[DATASET ENTRIES Boundary: Start]
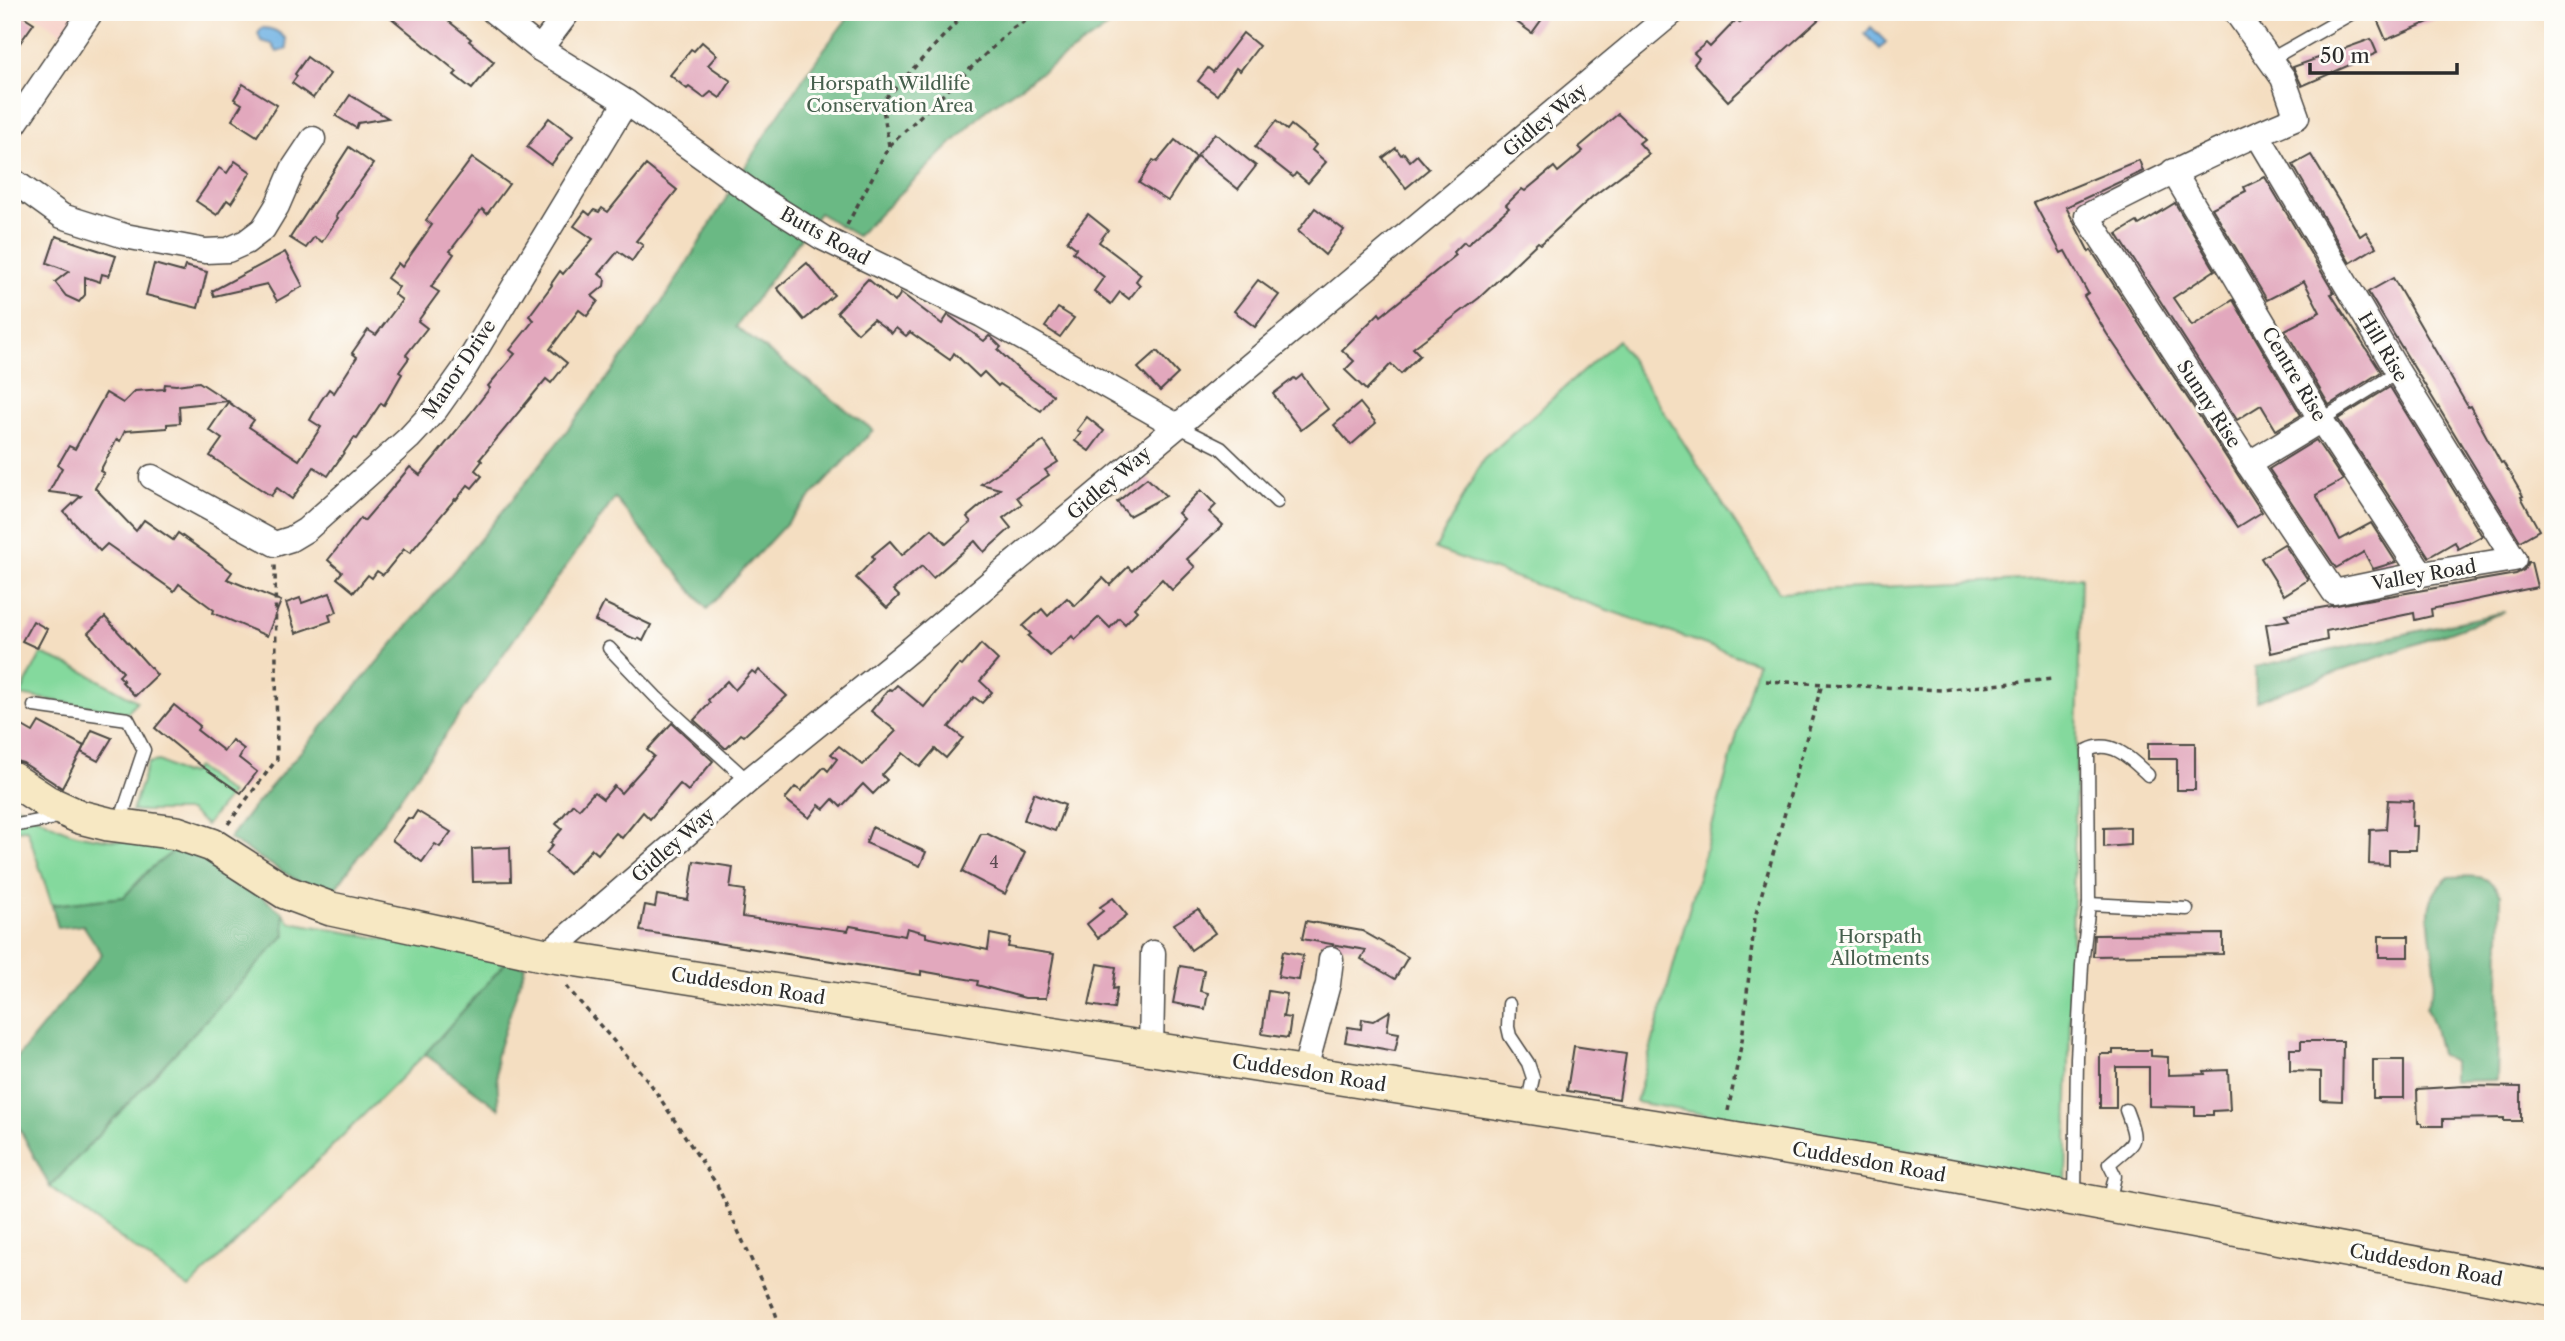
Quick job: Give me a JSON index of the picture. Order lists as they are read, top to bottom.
{
  "streets": {
    "street": [
      "Gidley Way",
      "Butts Road",
      "Hill Rise",
      "Manor Drive",
      "Centre Rise",
      "Sunny Rise",
      "Valley Road",
      "Cuddesdon Road"
    ]
  },
  "crossings": [
    ["Gidley Way", "Butts Road"],
    ["Gidley Way", "Cuddesdon Road"],
    ["Butts Road", "Manor Drive"],
    ["Hill Rise", "Valley Road"],
    ["Centre Rise", "Sunny Rise"],
    ["Centre Rise", "Valley Road"],
    ["Sunny Rise", "Valley Road"]
  ],
  "parks": ["Horspath Wildlife Conservation Area", "Horspath Allotments"],
  "house_numbers": ["4"],
  "scale_bar": "50 m"
}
[DATASET ENTRIES Boundary: End]
TASK REQUIREMENTS →
Should a line in the material contain "Rise", copy it.

ANSWER →
      "Hill Rise",
      "Centre Rise",
      "Sunny Rise",
    ["Hill Rise", "Valley Road"],
    ["Centre Rise", "Sunny Rise"],
    ["Centre Rise", "Valley Road"],
    ["Sunny Rise", "Valley Road"]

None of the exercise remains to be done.